El gobierno chileno presentó ante la Corte de Apelaciones de Valparaíso un plan de desalojo para la megatoma del cerro Centinela en San Antonio, que no iniciará antes de enero de 2026. La medida incluye la expropiación de más de 110 hectáreas para un proyecto habitacional que beneficiará al 90% de las familias afectadas. La decisión busca evitar una crisis humanitaria en un asentamiento que alberga a más de 10.000 personas.
El 4 de diciembre de 2025, a horas de vencer el plazo judicial, el gobierno presentó a la Corte de Apelaciones de Valparaíso el plan de desalojo de la megatoma en el cerro Centinela, San Antonio. El asentamiento, que ocupa más de 215 hectáreas y alberga a 10.251 personas en 4.100 hogares, incluyendo más de 3.000 niños, surgió tras el estallido social de 2019. La corte ordenó el desalojo en junio de 2023, ratificado por la Corte Suprema en marzo de 2024, con un plazo de 30 días desde el 4 de noviembre de 2025.
Para cumplir sin desacato, el Ministerio del Interior detalló un cronograma que posterga el operativo hasta después de Navidad y Año Nuevo, considerando razones humanitarias y operativas, como la capacidad policial y riesgos de un desplazamiento masivo equivalente a una comuna completa. En paralelo, el Ministerio de Vivienda y Urbanismo (Minvu) publicó el decreto exento N° 88 el 3 de diciembre, autorizando la expropiación de 1.105.953,95 m² (más de 110 hectáreas) de tres lotes propiedad de Inmobiliaria y Constructora San Antonio S.A., por utilidad pública. Las negociaciones con los dueños se rompieron el 3 de septiembre de 2025 por una diferencia de $6.000 millones en el precio.

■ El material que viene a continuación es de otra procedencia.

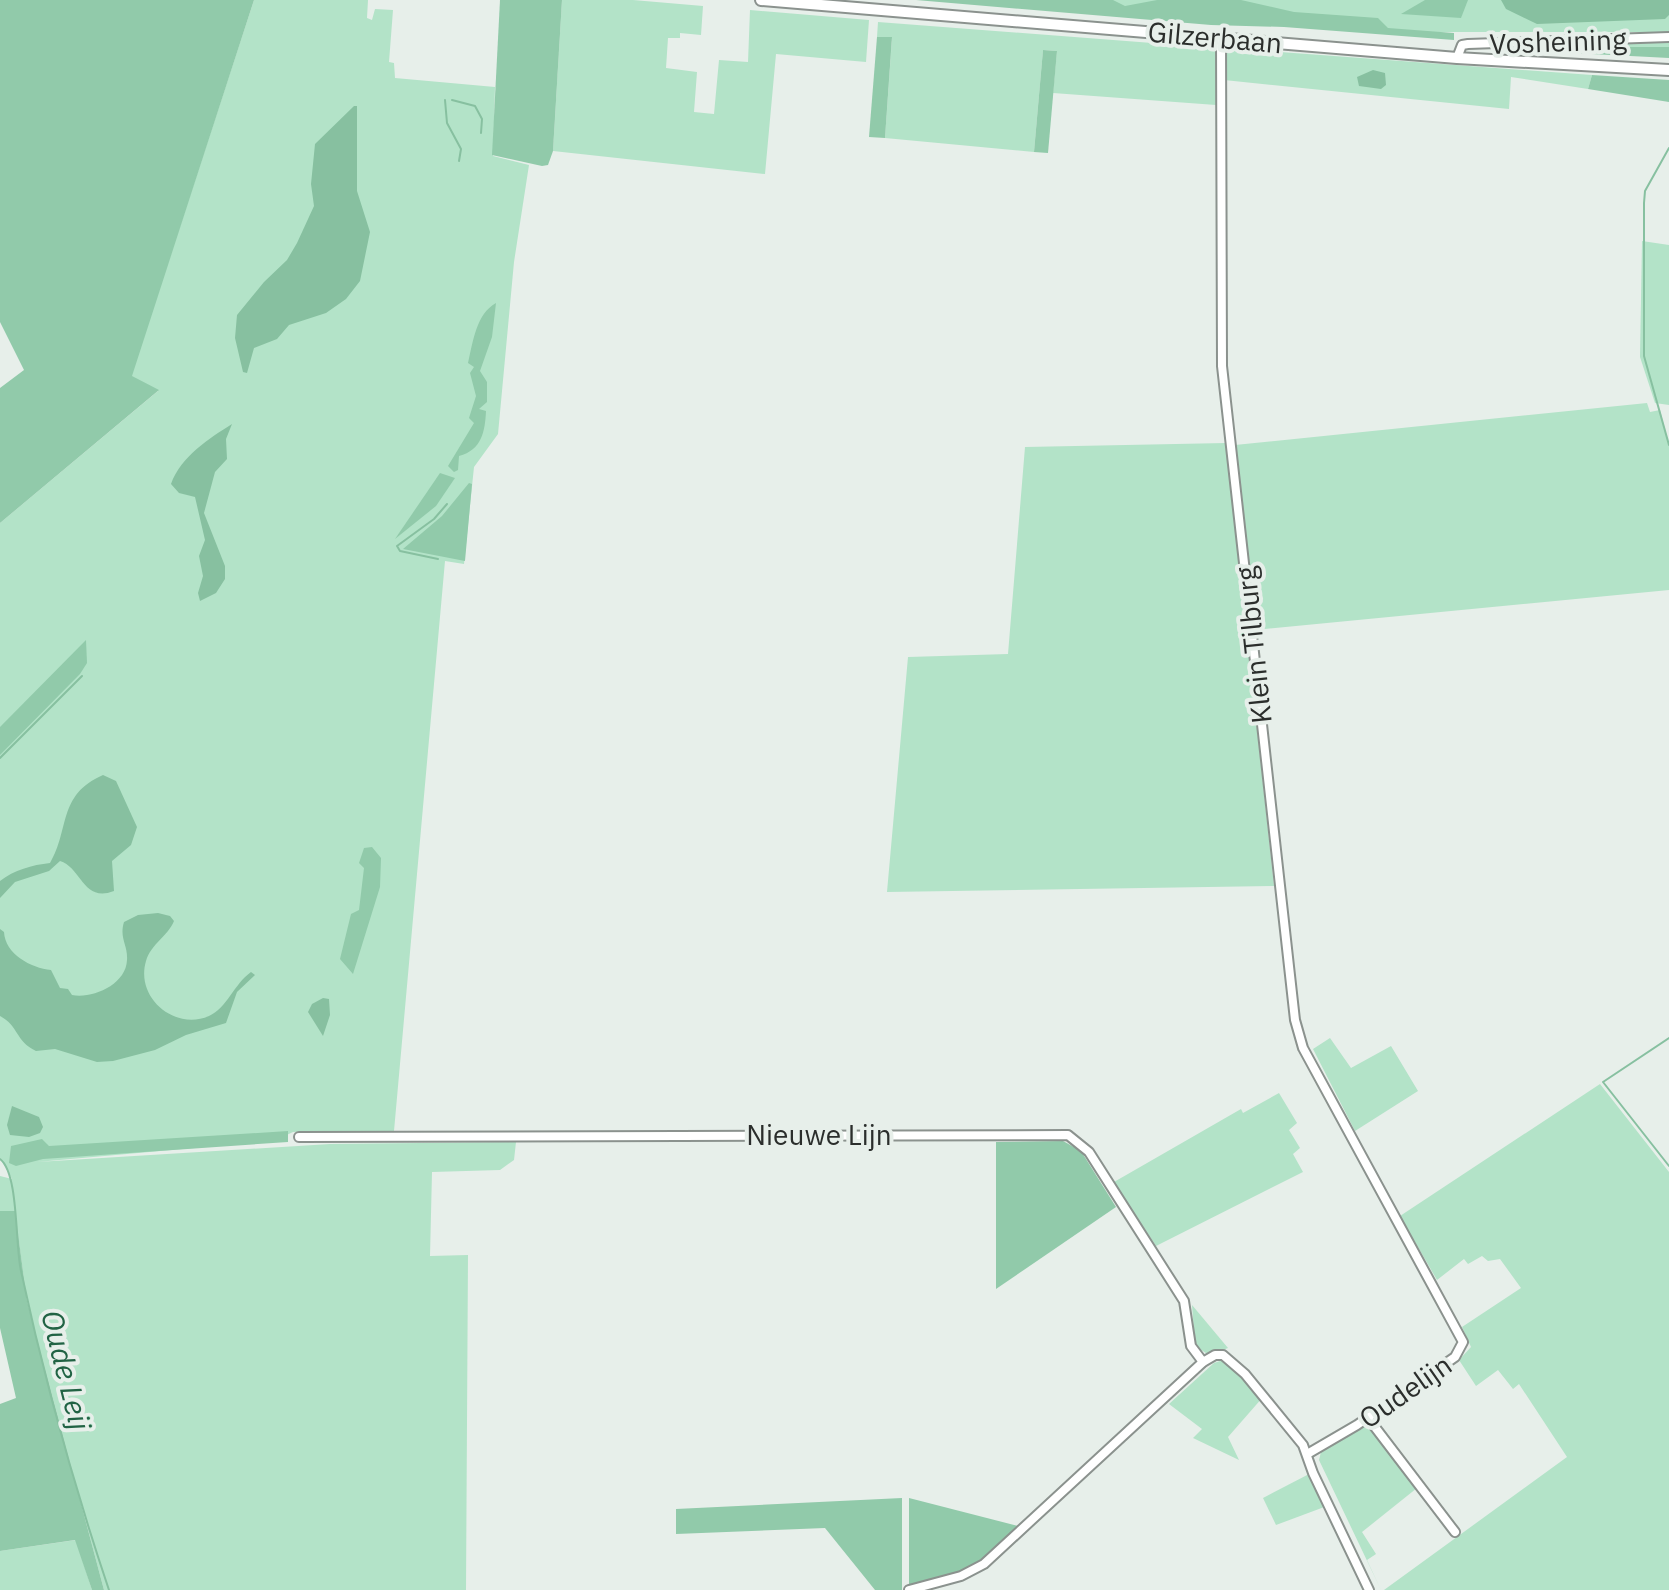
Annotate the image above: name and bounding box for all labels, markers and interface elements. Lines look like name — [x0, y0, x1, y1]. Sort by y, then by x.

El Plan Habitacional Cerro Centinela destina el terreno a viviendas definitivas para el 90% de las familias organizadas en cooperativas, con subsidios del Minvu y cofinanciamiento, incluyendo un ahorro mínimo de $1.500.000 por diciembre. El ministro Carlos Montes enfatizó criterios de selección para evitar 'saltarse la fila'. Ese mismo día, Montes se reunió con representantes de 40 cooperativas y firmó un convenio de colaboración con la Confederación General de Cooperativas de Chile, involucrando a más de 3.300 familias.
Elizabeth Rivera, vocera de las cooperativas, valoró el avance: 'Vinimos hasta acá para demostrar que no somos usurpadores... Ahora tenemos más de 100 hectáreas que antes no teníamos'. Sin embargo, persisten incertidumbres sobre quiénes quedarán fuera del polígono expropiado.
La medida ha generado críticas. El empresario Richard von Appen la calificó como 'una mala señal, porque se están vulnerando derechos' de los propietarios. La académica Marisol Peña la tildó de 'desviación de poder', argumentando que convalida una ocupación ilegítima y socava fallos judiciales. El ministro del Interior, Álvaro Elizalde, respondió a reproches del candidato José Antonio Kast: 'Es muy fácil criticar cuando en la vida solo se ha hablado sin hacer nada'. Kast había calificado la expropiación como 'una mala manera de ejercer gobierno'. El alcalde Omar Vera apoyó el inicio del desalojo no expropiado a partir del 4 de enero de 2026.
El gobierno justifica la expropiación por la falta de alternativas habitacionales y costos sociales elevados, en un contexto de 1.432 campamentos en Chile con más del 30% de familias migrantes.